If you’re new to the PD world, here are just a few non-motor symptoms associated with PD:

  • Mood disorders (depression, anxiety and irritability)
  • Cognitive changes (problems with focused attention and planning, slowing of thought, language and memory difficulties, personality changes, dementia)
  • Hallucinations and delusions 
  • Orthostatic hypotension (a drop in blood pressure when standing, light-headedness) 
  • Sleep disorders (insomnia, excessive daytime sleepiness, vivid dreams, talking and moving during sleep, restless legs syndrome) 
  • Constipation 
  • Pain 
  • Fatigue 
  • Vision problems 
  • Excessive sweating 
  • Dandruff (seborrhea dermatitis) or oily skin 
  • Urinary urgency (frequency and incontinence) 
  • Loss of sense of smell 
  • Sexual problems 
  • Weight (loss or gain) 
  • Impulsive control disorders (binge eating, excessive shopping or gambling) 
  • Soft voice 
  • Masking (no facial expression) 
  • Drooling or excessive saliva 
  • Speech 
  • Small handwriting
  • Choking 
  • Swallowing problems
The non-motor symptoms have a long lead in time, at least a decade before classic motor related symptoms appear.

In 2012 things got really bad. The motor symptoms began. I was shuffling my feet. I had extreme stiffness in my neck and shoulders. I couldn't walk two blocks without stopping to rest my back.

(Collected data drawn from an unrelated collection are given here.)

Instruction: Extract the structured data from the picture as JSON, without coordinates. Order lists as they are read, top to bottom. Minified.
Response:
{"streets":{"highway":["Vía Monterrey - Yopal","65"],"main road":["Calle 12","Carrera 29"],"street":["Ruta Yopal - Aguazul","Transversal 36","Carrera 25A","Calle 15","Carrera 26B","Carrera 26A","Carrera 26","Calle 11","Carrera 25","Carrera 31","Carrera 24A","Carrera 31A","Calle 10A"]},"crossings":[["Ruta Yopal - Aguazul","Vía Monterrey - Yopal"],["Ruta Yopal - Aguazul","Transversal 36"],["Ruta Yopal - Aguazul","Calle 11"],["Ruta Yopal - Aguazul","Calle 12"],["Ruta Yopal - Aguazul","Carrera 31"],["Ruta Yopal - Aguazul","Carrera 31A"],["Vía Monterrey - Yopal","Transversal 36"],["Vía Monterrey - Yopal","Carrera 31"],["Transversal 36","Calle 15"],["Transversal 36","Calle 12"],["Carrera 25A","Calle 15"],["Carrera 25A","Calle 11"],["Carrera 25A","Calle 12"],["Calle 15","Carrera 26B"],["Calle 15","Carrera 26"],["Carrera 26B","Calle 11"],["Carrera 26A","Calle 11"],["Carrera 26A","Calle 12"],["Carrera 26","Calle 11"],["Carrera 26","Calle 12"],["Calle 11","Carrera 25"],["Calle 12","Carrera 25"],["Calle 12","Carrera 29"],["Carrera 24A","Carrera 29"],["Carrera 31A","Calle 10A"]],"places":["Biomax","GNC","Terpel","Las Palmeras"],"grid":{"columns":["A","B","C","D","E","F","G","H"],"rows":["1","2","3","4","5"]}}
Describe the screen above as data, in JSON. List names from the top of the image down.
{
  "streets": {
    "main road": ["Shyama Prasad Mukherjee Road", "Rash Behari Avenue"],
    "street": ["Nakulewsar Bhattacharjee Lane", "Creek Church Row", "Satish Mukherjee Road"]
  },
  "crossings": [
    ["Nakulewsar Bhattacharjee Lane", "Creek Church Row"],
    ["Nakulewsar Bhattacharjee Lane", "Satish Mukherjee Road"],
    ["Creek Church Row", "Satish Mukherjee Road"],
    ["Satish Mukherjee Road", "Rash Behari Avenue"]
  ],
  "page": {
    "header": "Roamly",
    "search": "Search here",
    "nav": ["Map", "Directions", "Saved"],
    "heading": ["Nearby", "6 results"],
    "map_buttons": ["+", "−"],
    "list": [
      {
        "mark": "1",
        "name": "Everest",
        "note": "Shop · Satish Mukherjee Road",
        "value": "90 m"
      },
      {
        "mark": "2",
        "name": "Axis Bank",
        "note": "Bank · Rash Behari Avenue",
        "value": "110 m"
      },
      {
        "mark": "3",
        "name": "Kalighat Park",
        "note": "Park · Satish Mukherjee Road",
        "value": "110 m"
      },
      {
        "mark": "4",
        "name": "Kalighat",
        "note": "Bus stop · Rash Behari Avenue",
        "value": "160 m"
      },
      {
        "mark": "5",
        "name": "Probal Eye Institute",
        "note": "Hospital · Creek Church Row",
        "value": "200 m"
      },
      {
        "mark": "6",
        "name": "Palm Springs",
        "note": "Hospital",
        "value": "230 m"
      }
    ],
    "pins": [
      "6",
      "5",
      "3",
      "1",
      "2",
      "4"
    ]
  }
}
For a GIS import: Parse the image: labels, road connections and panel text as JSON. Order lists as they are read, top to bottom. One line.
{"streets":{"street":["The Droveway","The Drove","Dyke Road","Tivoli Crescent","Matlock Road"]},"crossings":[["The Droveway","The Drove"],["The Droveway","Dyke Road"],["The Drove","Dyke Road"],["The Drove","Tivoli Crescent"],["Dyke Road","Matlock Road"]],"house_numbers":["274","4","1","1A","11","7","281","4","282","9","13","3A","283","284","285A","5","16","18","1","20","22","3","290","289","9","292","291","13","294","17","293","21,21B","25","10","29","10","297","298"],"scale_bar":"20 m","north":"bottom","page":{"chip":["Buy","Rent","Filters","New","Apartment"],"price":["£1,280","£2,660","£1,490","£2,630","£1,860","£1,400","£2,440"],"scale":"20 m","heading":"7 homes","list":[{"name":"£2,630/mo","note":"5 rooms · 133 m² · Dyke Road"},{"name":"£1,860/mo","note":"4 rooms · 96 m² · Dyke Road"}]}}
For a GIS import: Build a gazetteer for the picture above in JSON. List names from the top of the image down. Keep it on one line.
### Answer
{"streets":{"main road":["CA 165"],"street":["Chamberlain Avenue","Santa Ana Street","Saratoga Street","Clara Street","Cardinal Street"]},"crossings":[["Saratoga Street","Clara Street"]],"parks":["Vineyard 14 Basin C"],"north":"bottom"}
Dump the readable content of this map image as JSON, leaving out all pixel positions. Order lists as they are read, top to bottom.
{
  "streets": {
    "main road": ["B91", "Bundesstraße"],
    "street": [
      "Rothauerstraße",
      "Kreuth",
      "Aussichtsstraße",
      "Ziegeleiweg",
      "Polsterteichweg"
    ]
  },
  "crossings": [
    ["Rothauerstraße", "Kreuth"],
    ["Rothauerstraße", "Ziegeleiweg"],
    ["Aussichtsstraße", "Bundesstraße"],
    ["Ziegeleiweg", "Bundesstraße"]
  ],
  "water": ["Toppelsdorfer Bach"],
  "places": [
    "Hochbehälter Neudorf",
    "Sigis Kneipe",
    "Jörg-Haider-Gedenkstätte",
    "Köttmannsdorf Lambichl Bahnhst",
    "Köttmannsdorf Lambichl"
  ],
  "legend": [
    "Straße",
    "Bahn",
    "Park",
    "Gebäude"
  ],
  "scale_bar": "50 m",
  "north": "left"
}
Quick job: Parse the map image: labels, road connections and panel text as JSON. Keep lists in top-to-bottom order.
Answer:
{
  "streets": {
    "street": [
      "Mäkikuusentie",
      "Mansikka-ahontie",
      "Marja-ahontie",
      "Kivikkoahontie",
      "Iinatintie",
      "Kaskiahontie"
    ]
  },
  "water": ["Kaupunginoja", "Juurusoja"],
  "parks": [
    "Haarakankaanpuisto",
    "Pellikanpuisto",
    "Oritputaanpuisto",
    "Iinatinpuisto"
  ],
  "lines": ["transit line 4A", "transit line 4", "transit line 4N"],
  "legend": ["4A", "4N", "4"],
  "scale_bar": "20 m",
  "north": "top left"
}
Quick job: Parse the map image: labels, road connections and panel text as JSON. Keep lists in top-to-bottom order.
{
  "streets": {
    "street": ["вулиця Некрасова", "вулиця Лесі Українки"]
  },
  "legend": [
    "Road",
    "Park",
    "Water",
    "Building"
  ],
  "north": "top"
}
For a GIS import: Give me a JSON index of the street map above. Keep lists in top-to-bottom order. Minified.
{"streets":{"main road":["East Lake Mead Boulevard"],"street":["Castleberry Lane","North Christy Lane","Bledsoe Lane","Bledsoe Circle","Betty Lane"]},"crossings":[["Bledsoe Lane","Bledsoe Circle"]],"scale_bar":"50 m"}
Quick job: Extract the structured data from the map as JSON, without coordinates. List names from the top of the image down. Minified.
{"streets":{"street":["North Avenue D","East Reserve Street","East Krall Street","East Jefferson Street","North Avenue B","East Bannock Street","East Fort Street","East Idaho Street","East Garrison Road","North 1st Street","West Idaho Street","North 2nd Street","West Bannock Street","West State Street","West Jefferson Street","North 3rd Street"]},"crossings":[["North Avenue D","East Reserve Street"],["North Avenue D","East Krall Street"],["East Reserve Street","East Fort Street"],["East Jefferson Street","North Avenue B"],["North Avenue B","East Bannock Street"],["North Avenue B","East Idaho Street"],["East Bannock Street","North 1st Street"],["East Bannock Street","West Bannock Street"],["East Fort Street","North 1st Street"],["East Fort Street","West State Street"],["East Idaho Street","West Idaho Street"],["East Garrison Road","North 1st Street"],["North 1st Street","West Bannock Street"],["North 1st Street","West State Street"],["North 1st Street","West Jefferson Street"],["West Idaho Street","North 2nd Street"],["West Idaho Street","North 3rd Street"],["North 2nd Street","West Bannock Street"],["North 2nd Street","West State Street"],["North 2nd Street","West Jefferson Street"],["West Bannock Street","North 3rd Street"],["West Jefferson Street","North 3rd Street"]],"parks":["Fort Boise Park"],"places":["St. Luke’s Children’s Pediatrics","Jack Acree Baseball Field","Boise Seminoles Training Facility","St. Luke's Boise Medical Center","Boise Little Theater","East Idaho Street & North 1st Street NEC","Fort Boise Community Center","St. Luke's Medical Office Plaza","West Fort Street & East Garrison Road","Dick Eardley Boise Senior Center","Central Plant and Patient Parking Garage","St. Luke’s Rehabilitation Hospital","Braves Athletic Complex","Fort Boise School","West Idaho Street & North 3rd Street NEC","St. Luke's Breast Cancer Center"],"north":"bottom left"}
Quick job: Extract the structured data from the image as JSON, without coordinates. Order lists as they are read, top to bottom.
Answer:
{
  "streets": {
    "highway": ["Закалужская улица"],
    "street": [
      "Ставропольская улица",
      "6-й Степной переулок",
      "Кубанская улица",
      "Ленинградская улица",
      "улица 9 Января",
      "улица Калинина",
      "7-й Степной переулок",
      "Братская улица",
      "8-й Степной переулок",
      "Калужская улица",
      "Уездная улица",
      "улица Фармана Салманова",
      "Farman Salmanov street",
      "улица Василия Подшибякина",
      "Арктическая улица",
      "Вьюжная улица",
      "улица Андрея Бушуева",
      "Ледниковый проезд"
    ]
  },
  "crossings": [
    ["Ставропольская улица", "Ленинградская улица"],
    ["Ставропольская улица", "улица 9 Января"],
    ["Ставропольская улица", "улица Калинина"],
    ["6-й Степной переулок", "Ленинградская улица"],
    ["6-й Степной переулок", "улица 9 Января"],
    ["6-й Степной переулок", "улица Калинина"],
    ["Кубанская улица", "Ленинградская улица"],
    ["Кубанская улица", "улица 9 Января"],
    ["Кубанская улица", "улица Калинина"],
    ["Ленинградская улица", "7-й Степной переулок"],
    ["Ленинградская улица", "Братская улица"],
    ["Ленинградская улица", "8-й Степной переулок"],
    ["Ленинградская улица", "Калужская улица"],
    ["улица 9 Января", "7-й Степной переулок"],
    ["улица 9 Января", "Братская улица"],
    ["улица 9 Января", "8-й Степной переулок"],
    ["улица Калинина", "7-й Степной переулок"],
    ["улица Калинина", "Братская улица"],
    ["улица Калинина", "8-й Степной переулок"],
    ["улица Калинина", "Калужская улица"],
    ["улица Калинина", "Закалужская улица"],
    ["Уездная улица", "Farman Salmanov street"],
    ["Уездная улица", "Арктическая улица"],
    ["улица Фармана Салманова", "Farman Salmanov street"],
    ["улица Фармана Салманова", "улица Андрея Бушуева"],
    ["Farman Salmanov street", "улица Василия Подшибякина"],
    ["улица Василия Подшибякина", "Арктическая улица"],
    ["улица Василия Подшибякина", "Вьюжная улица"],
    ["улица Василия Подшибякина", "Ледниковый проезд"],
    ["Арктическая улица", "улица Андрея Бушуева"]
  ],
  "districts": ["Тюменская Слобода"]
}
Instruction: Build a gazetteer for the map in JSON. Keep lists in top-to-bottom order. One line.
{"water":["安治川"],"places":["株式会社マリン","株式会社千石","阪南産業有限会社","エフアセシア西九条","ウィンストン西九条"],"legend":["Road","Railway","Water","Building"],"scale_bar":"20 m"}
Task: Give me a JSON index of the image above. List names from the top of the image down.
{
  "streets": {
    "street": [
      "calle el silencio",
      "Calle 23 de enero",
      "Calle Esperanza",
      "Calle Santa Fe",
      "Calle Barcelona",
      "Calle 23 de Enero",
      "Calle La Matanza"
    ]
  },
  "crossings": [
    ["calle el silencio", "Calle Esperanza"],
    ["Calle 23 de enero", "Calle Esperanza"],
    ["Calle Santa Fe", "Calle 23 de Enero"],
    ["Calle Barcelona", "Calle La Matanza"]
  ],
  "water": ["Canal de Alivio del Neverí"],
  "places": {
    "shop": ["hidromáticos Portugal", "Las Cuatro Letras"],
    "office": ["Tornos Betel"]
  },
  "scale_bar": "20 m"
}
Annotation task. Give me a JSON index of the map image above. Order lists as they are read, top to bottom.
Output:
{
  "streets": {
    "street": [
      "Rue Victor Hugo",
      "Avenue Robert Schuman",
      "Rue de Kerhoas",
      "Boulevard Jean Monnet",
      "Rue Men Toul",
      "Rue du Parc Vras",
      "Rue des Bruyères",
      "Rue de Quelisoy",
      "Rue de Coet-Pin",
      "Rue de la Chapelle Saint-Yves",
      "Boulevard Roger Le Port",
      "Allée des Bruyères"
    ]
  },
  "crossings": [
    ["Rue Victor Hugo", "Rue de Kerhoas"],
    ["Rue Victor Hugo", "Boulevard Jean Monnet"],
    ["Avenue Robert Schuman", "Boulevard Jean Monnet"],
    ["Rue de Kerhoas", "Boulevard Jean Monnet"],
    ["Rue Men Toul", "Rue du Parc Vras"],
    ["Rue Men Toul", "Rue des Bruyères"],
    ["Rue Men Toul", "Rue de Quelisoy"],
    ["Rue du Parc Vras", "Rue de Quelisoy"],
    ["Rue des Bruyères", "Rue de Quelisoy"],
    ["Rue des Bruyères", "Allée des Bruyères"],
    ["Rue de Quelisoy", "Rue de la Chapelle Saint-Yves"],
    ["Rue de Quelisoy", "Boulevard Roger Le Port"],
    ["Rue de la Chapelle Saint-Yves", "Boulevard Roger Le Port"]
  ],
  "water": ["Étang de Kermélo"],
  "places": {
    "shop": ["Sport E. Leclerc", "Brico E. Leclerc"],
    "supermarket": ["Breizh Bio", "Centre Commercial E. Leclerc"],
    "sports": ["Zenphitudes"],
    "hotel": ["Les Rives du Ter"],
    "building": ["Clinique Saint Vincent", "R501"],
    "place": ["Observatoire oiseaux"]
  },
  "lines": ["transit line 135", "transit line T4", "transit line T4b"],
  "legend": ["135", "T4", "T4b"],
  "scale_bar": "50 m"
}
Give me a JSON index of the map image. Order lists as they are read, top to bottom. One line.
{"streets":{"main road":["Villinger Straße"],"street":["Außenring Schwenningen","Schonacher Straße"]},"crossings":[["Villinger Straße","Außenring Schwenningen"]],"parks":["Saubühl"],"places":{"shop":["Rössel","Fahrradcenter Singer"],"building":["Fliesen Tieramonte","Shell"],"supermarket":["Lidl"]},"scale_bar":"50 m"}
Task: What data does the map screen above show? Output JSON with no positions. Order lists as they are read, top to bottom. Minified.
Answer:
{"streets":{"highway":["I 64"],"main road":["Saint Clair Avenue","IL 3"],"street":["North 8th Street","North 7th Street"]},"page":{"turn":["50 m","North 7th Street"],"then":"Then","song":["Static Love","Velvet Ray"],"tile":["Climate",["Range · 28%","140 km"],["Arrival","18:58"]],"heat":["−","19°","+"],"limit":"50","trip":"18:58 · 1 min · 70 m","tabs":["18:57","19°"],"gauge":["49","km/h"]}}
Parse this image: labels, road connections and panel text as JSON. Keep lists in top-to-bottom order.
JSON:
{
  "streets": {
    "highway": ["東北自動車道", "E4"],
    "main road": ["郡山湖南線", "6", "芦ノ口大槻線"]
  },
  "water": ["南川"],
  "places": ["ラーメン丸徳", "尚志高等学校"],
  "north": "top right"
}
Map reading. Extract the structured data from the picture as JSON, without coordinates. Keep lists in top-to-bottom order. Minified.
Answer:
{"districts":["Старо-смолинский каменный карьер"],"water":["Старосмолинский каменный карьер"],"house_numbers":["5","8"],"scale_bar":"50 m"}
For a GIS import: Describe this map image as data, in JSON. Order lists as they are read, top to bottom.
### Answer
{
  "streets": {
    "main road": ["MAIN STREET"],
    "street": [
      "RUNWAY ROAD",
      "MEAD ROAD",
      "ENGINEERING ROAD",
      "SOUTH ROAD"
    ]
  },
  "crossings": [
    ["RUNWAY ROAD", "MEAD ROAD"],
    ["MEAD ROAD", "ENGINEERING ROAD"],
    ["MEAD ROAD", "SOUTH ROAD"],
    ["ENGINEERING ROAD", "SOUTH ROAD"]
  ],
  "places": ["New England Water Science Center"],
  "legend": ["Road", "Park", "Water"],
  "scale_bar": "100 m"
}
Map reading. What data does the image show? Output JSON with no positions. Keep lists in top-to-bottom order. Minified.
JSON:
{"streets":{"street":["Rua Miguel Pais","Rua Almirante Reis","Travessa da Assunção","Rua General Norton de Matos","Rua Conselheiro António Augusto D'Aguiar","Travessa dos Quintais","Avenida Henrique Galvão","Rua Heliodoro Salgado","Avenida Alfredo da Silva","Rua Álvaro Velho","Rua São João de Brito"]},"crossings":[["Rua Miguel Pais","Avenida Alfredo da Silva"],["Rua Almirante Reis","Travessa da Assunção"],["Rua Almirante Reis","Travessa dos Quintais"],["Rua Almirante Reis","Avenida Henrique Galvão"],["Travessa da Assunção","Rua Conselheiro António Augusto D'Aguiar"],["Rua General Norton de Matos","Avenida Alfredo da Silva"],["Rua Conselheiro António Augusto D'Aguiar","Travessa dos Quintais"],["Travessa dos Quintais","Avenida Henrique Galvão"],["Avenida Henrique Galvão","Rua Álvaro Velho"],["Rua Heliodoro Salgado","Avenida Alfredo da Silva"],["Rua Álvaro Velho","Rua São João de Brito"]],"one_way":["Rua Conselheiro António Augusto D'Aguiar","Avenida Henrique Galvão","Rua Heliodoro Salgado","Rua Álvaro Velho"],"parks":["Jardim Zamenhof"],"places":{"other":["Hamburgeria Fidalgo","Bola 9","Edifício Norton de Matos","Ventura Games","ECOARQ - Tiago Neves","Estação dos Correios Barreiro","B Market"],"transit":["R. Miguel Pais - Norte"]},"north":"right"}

My wonderful wife and my primary care doctor did the detective work.  They put everything together, all the symptoms and insist I see a neurologist.  By the way, my wife also found the primary care doc! I am lucky, she not so lucky. A PD caregiver's life is no picnic.

The neurologist ran some motor tests but the real test was when the doctor prescribed a trial of Sinemet (Carbidopa-Levodopa), my symptoms were better right after taking this med, the neurologist diagnosed it as Parkinson’s.

PD or Young Onset Parkinson’s Disease (YOPD) which is the label I was given because the diagnosis was before 50 years old, affects everyone differently. You may or may not get tremors. You may or may not have a slow gait. Etc. It’s all so variable. 

Find a movement disorder specialist (a neurologist who has a specialty in treating PD) that you like, don’t worry about switching doctors. My first movement specialist wasn't the greatest match, the second guy was great and stuck with him for a few years. At a seminar on PD treatment options I met a cool young doctor and made an appointment to see him. I am glad I checked out my options because he's great and I feel very comfortable with him. 

Note that it’s not uncommon to change your PD doctor a few times.